Сохранилась история, подобную которой трудно найти в анналах средневековья, — история о дружбе английского аббата с еврейским раввином. Вестминстерский аббат Гилберт Криспин был воспитанником монастыря Бек в Нормандии, где одним из его наставников был Св. Ансельм. В 1077 году Гилберт стал послушником, а спустя 12 лет был направлен в Вестминстер. Он умер в 1121 году и был похоронен в Вестминстерском аббатстве в Лондоне; там до сих пор сохранилась надгробная плита с его изображением. В отчете, посланном им Ансельму, содержится рассказ о его встрече с раввином и о состоявшемся между ними публичном религиозном диспуте. Гилберт познакомился с «неким евреем», культурным и образованным человеком, который часто посещал его в аббатстве для обсуждения деловых вопросов, но большую часть времени говорил о религии. Они решили провести диспут, на который оба пригласили своих друзей. Аббат составил отчет об этом диспуте и отправил его Ансельму с сопроводительным письмом.

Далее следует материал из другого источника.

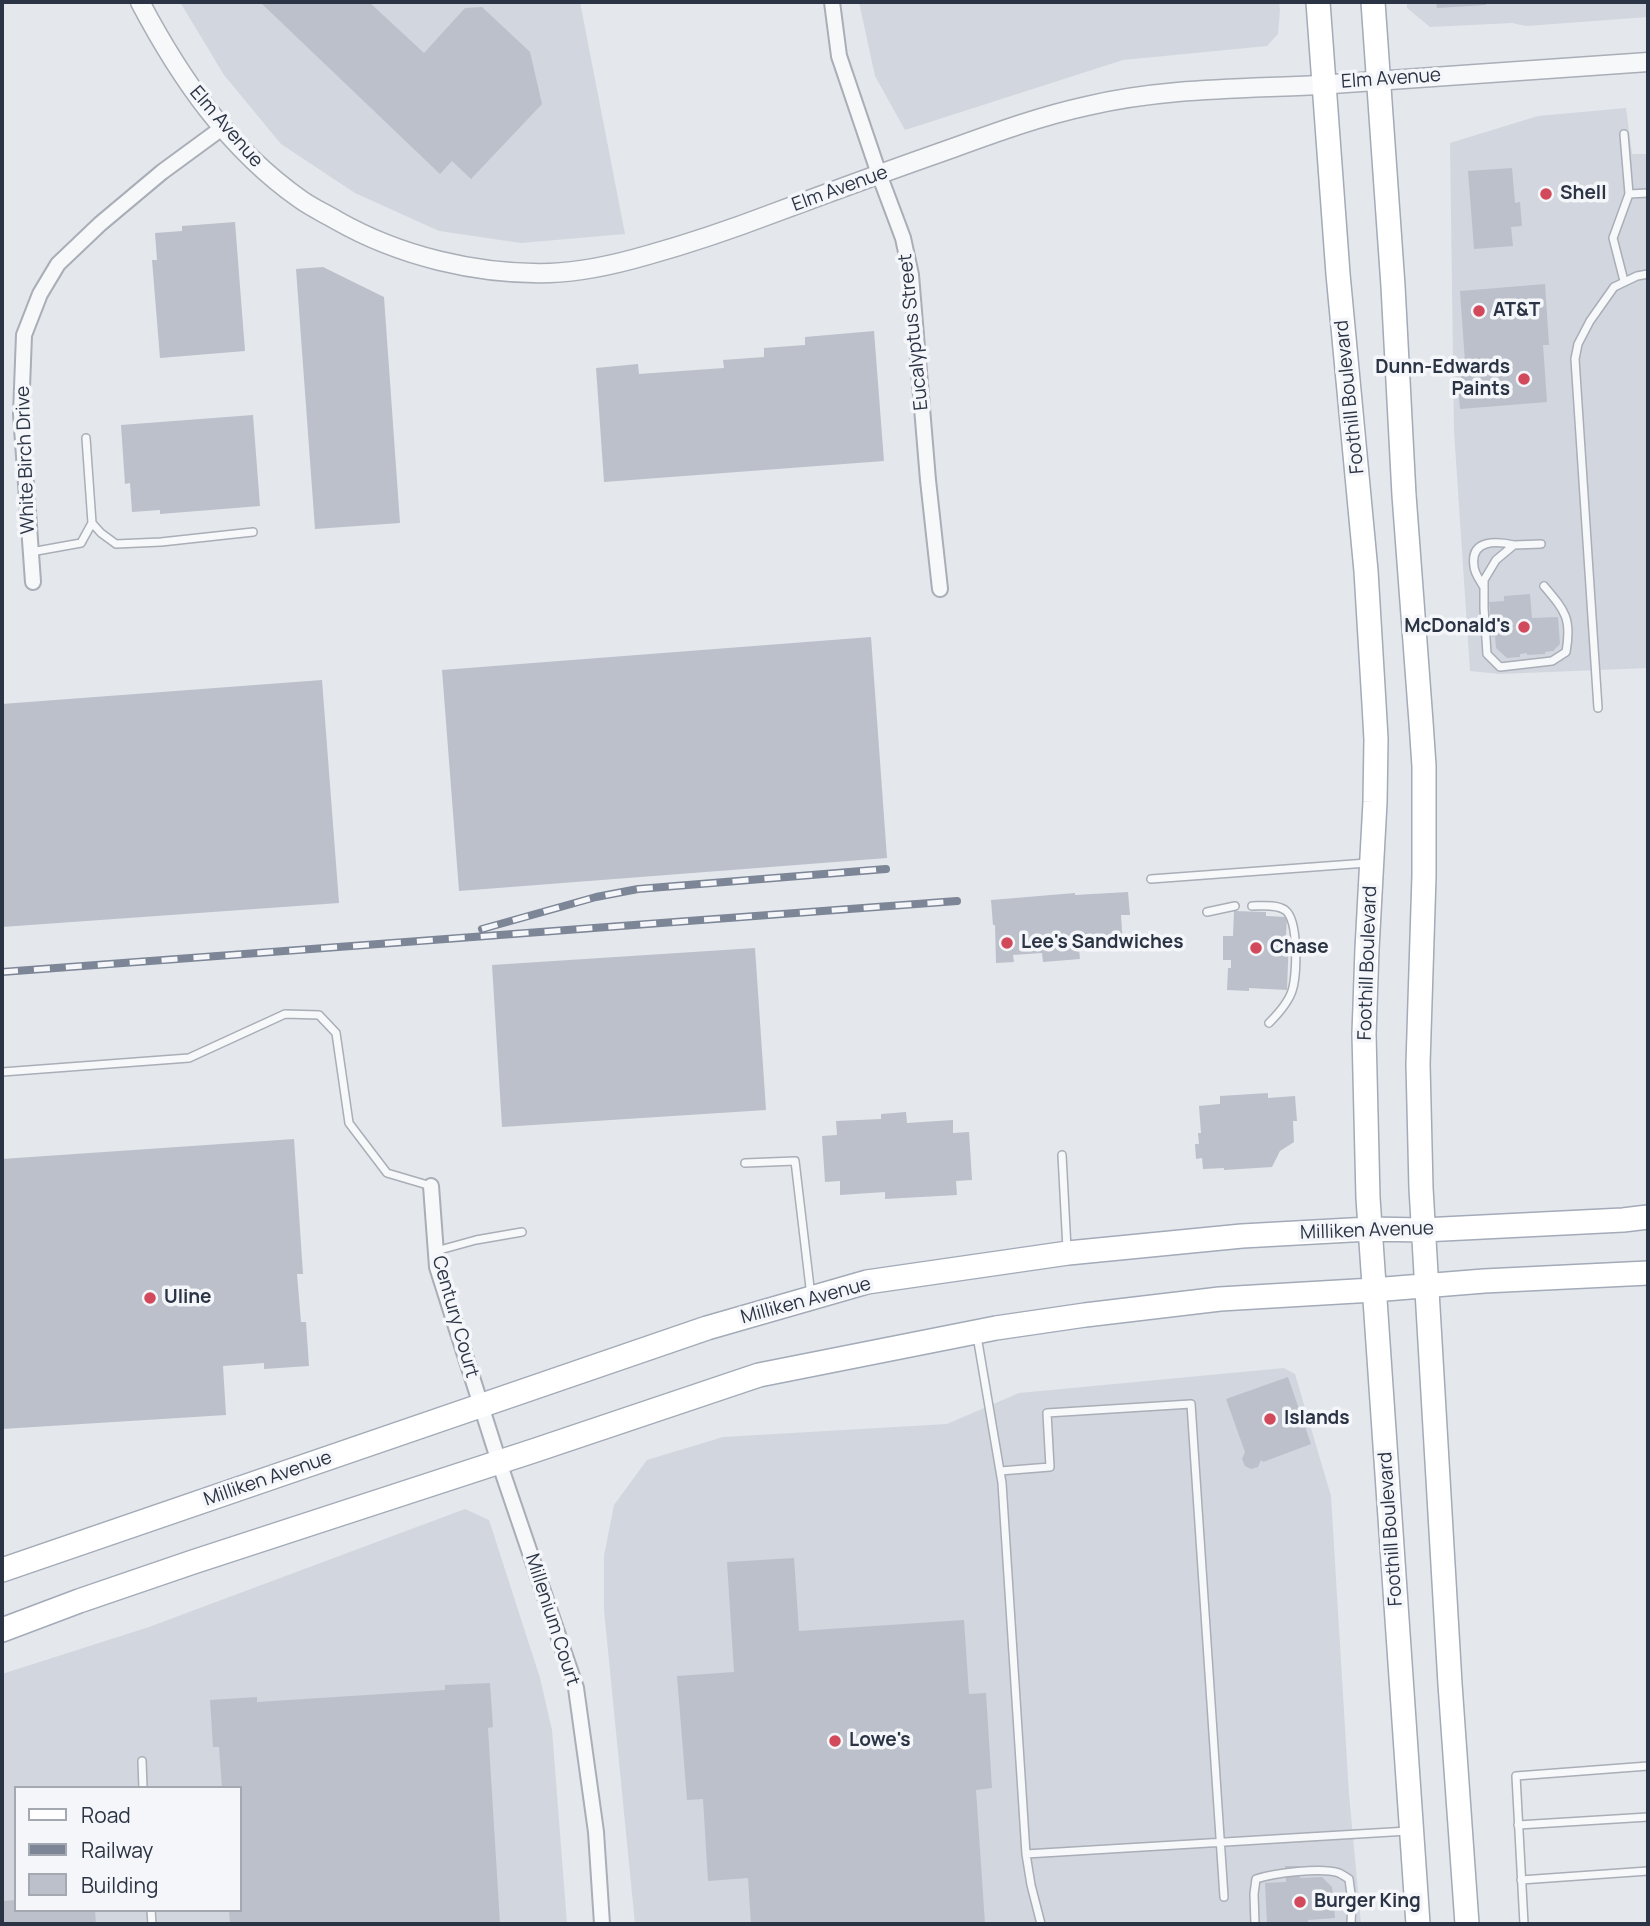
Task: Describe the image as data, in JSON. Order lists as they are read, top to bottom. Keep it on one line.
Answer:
{"streets":{"main road":["Foothill Boulevard","Milliken Avenue"],"street":["Elm Avenue","Eucalyptus Street","White Birch Drive","Century Court","Millenium Court"]},"crossings":[["Elm Avenue","Eucalyptus Street"],["Elm Avenue","Foothill Boulevard"],["Elm Avenue","White Birch Drive"],["Foothill Boulevard","Milliken Avenue"],["Milliken Avenue","Century Court"],["Milliken Avenue","Millenium Court"],["Century Court","Millenium Court"]],"places":["Shell","AT&T","Dunn-Edwards Paints","McDonald's","Lee's Sandwiches","Chase","Uline","Islands","Lowe's","Burger King"],"legend":["Road","Railway","Building"]}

«Я шлю на Ваше отеческое суждение свой небольшой труд. В нем я записал аргументы, которые привел один еврей против нашей веры в защиту своих собственных законов, а также мои ответы, в которых я защищал нашу веру от его доводов. Не знаю, где он родился, однако мне известно, что образование он получил в Майнце; он сведущ даже в наших законах и книгах, и его разум отточен на Писании и на диспутах с нами. Он часто по-дружески захаживал ко мне, по делам или просто проведать меня, ибо нуждался во мне для решения определенных деловых вопросов; и всякий раз, как мы встречались, мы вскоре начинали дружески беседовать о Священном Писании и о вере. Однажды Бог дал, как мне, так и ему, больше досуга, нежели обычно, и мы принялись задавать друг другу вопросы. А поскольку его доводы были последовательны и логичны, и он с не меньшей последовательностью повторил те возражения против нашей веры, что высказывал и прежде, а также поскольку мы, со своей стороны, отвечали на каждое его возражение и, по его собственному признанию, наши ответы не в меньшей степени опирались на свидетельства Священного Писания, некоторые из присутствующих попросили, чтобы я записал все сказанное, ибо это может пригодиться в будущем и другим…»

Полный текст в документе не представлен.